Si preguntas en La Habana por José María López LLedín es casi seguro que nadie sepa contestar. Si preguntas en cambio por el Caballero de París, incluso pueden guiarte hasta la estatua que lo ha inmortalizado en la Plaza de San Francisco de Asís, ubicada en el centro histórico de la capital cubana.
Este singular personaje no fue por su nacimiento ni cubano ni francés. Nació el 30 de diciembre de 1899, cuarto de once hermanos, en la provincia de Lugo, España y emigró con doce años a Cuba, donde fue albergado por un tío y trabajó en diversos oficios: una bodega, una tienda de flores, como sastre, una tienda libros, algunos hoteles. Dicen que estuvo a punto de casarse pero su prometida murió joven.
Paradójicamente su mayor perjuicio fue también el motivo de su trascendencia en la cultura popular cubana: fue un vagabundo que sufrió de parafrenia.
Estuvo en prisión por razones poco esclarecidas. Algunos afirman que a causa de injustas acusaciones por robo en una casa donde trabajaba como doméstico, otros exponen que por la venta de falsos billetes de lotería, o incluso por asesinato. Lo cierto es que al salir de su condena, su salud mental mostraría serios deterioros y nada pudo revertir su lamentable condición.
Así, deambuló por las calles habaneras con su capa negra, sus cabellos y su barba larguísimos, ostentando su autoproclamado título de “caballero”. Interactuó a veces con los transeúntes, muchos de los cuales aún viven y conservan atractivos recuerdos del pintoresco vagabundo, quien llegó a tener incluso la prebenda de comer gratis en los centros gastronómicos de la ciudad. Jamás salió de los límites de La Habana. Solía tocar a las puertas de algunas casas y entregar a quien le atendiera frases escritas sin mucho sentido. No pedía nada.

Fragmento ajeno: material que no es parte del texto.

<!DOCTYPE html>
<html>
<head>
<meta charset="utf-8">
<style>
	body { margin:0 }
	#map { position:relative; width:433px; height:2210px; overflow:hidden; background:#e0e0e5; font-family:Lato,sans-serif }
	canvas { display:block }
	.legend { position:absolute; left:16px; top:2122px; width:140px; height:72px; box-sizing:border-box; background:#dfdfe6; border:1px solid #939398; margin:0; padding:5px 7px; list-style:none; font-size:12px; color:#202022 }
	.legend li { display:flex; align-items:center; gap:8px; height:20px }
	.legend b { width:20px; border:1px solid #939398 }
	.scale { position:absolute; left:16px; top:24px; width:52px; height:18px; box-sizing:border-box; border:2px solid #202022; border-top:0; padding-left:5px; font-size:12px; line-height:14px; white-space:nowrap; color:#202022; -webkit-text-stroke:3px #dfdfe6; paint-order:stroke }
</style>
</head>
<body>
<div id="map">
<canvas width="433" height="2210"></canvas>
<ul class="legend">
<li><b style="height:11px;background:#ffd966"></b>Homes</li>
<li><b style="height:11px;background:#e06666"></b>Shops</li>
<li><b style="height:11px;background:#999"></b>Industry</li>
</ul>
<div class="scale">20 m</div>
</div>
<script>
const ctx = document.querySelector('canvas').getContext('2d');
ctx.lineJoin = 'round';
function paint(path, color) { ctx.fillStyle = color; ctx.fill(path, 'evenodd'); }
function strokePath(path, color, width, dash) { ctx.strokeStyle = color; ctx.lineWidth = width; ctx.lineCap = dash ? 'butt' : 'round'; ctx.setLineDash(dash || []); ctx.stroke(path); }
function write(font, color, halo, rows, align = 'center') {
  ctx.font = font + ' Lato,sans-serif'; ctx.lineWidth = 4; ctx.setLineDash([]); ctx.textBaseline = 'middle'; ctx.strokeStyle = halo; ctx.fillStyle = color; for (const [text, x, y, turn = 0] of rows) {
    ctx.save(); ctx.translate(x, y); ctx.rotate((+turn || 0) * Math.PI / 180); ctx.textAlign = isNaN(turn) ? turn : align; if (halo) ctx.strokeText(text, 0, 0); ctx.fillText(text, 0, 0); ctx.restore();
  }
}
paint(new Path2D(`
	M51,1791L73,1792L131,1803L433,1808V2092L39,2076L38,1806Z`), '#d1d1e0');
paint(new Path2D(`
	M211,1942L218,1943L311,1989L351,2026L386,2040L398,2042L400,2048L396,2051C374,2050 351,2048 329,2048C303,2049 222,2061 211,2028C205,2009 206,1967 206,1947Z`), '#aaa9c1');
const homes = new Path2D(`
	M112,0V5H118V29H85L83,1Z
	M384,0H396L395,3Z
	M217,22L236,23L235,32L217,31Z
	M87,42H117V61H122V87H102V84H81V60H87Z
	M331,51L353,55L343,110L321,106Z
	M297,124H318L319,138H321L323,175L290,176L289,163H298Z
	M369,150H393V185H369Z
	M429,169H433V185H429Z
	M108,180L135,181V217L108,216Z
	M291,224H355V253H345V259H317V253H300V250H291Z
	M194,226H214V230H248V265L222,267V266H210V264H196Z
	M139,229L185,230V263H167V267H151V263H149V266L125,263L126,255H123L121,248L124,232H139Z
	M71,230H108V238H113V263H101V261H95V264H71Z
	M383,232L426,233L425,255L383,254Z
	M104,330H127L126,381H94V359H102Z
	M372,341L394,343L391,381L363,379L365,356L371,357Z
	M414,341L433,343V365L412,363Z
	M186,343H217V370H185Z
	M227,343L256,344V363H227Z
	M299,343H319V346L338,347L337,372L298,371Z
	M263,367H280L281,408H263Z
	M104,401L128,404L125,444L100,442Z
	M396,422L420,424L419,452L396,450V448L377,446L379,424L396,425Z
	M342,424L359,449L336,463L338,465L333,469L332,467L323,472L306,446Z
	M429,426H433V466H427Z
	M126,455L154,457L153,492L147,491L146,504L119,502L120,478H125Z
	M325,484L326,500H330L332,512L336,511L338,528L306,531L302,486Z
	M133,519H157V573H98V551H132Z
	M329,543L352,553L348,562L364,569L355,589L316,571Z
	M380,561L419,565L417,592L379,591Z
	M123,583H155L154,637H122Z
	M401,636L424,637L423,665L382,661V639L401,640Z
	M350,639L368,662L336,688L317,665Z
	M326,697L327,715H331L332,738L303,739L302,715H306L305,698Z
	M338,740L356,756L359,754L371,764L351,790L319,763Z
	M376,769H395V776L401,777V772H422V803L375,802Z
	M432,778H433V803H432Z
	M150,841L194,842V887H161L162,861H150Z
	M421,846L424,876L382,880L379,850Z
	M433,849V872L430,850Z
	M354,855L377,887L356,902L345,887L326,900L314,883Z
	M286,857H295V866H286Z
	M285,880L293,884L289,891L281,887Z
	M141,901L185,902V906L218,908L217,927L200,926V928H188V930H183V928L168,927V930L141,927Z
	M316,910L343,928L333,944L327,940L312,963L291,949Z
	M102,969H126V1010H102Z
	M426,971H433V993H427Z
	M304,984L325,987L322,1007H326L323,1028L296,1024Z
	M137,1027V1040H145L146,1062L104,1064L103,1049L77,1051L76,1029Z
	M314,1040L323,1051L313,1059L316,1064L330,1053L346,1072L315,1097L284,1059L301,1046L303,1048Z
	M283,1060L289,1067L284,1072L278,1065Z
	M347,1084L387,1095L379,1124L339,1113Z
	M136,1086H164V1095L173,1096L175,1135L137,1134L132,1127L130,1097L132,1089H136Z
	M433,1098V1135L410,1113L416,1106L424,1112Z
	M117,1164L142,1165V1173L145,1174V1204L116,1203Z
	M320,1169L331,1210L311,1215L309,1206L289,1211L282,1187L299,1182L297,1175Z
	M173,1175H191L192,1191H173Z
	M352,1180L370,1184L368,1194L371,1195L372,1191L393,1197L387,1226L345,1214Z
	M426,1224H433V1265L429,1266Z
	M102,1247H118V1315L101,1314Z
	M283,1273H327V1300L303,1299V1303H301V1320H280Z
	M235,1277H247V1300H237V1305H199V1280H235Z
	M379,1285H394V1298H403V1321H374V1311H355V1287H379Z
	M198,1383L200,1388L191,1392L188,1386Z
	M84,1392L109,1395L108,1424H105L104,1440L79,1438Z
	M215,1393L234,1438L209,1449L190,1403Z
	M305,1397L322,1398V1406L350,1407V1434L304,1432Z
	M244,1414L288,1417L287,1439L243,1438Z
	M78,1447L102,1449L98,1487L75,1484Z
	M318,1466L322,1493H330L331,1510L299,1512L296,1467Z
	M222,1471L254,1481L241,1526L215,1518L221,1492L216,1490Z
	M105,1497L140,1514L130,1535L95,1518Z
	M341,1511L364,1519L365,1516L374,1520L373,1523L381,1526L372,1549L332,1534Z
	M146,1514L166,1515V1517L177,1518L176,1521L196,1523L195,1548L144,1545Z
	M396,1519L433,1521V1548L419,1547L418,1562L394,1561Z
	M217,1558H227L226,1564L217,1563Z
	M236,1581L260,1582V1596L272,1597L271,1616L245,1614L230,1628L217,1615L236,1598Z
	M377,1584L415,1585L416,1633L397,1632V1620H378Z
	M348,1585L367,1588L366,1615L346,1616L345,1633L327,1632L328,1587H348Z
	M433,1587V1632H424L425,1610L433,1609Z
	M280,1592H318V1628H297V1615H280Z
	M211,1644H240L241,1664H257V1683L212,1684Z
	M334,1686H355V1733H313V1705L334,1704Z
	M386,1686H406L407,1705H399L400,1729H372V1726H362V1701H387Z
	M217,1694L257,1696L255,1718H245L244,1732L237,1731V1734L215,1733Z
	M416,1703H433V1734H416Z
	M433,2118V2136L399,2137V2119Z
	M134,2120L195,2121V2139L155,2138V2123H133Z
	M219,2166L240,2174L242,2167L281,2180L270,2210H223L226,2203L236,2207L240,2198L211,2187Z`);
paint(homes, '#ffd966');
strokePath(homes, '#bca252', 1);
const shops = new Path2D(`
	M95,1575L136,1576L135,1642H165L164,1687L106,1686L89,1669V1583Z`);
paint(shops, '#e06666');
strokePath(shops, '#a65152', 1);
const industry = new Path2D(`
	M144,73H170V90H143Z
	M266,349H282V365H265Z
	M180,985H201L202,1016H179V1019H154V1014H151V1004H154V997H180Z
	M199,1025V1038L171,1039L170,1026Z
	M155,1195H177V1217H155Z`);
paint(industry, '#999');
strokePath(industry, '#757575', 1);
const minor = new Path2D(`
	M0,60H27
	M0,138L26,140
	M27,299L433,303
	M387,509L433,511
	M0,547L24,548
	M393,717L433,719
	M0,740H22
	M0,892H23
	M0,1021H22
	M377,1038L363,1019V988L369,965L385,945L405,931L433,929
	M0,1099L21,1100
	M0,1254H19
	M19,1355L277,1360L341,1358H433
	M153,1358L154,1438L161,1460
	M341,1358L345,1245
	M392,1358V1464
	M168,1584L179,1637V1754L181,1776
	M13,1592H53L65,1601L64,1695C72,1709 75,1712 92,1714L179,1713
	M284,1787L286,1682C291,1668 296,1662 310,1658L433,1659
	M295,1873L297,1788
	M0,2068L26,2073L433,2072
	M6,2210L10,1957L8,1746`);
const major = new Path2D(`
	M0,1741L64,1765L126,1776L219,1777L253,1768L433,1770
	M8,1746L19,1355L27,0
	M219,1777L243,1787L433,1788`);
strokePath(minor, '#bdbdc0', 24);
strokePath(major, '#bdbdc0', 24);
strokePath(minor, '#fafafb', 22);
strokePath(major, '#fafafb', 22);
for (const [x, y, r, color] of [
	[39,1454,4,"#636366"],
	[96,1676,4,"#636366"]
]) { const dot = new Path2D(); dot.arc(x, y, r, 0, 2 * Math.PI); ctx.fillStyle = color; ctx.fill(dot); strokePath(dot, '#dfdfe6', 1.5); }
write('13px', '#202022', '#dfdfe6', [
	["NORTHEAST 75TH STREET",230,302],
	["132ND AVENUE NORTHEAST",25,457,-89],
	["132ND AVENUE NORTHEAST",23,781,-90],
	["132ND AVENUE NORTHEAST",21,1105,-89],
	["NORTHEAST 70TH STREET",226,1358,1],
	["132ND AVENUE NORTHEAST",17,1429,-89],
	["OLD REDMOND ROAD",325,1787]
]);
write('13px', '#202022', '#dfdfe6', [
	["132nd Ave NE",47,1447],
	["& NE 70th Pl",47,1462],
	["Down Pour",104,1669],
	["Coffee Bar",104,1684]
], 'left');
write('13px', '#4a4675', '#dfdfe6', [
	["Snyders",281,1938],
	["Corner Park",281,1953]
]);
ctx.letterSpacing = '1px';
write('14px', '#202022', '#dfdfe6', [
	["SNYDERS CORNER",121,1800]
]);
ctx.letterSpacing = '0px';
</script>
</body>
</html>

Cuando comenzó a deambular por las calles, su familia trató de ayudarlo y pensaron que lo mejor sería regresarlo a su pueblo natal para vivir con sus padres. Cuando le comunicaron esta decisión, el Caballero perdió los estribos y manifestó que se suicidaría arrojándose al mar. La familia desistió entonces y el resultado fue la distancia entre ellos. Él se resistió incluso a recibir ayuda y dinero de su parte nunca más.
Cuando su estado mental se tornó crítico fue internado en el Hospital Psiquiátrico de La Habana donde fue atendido por el doctor Luis Calzadilla Fierro, con quien llegó a tener gran afinidad. Más tarde el propio doctor le dedicó un libro. La razón fundamental para su internamiento no fue agresividad, sino su estado físico deplorable. En el hospital fue bañado y su pelo fue lavado y arreglado en una larga trenza. Le suministraron comida y ropa limpia, incluso un traje negro como él solía vestir.
Murió el 11 de julio de 1985, a la edad de ochenta y seis años. Inicialmente, fue enterrado en el cementerio de Santiago de las Vegas en La Habana. Sin embargo, sus restos fueron exhumados por Eusebio Leal Spengler, historiador de la capital cubana, y trasladados al Convento de San Francisco de Asís. Cuenta en su libro el doctor Calzadilla, quien estuvo siempre atento en los finales del Caballero, que cuando estaba casi moribundo expresó: “No me llame Caballero, estos ya no son tiempos de monarquía”. ¿Por qué esta declaración? Nadie lo supo.
Ha sido inspiración para artistas e intelectuales cubanos. Y es que la magia que emanaba de su figura, su gracia, su aspecto anacrónico e indefenso, le convirtieron en unos de esos típicos personajes que quedan tatuados en la memoria colectiva y el patrimonio cultural de los pueblos.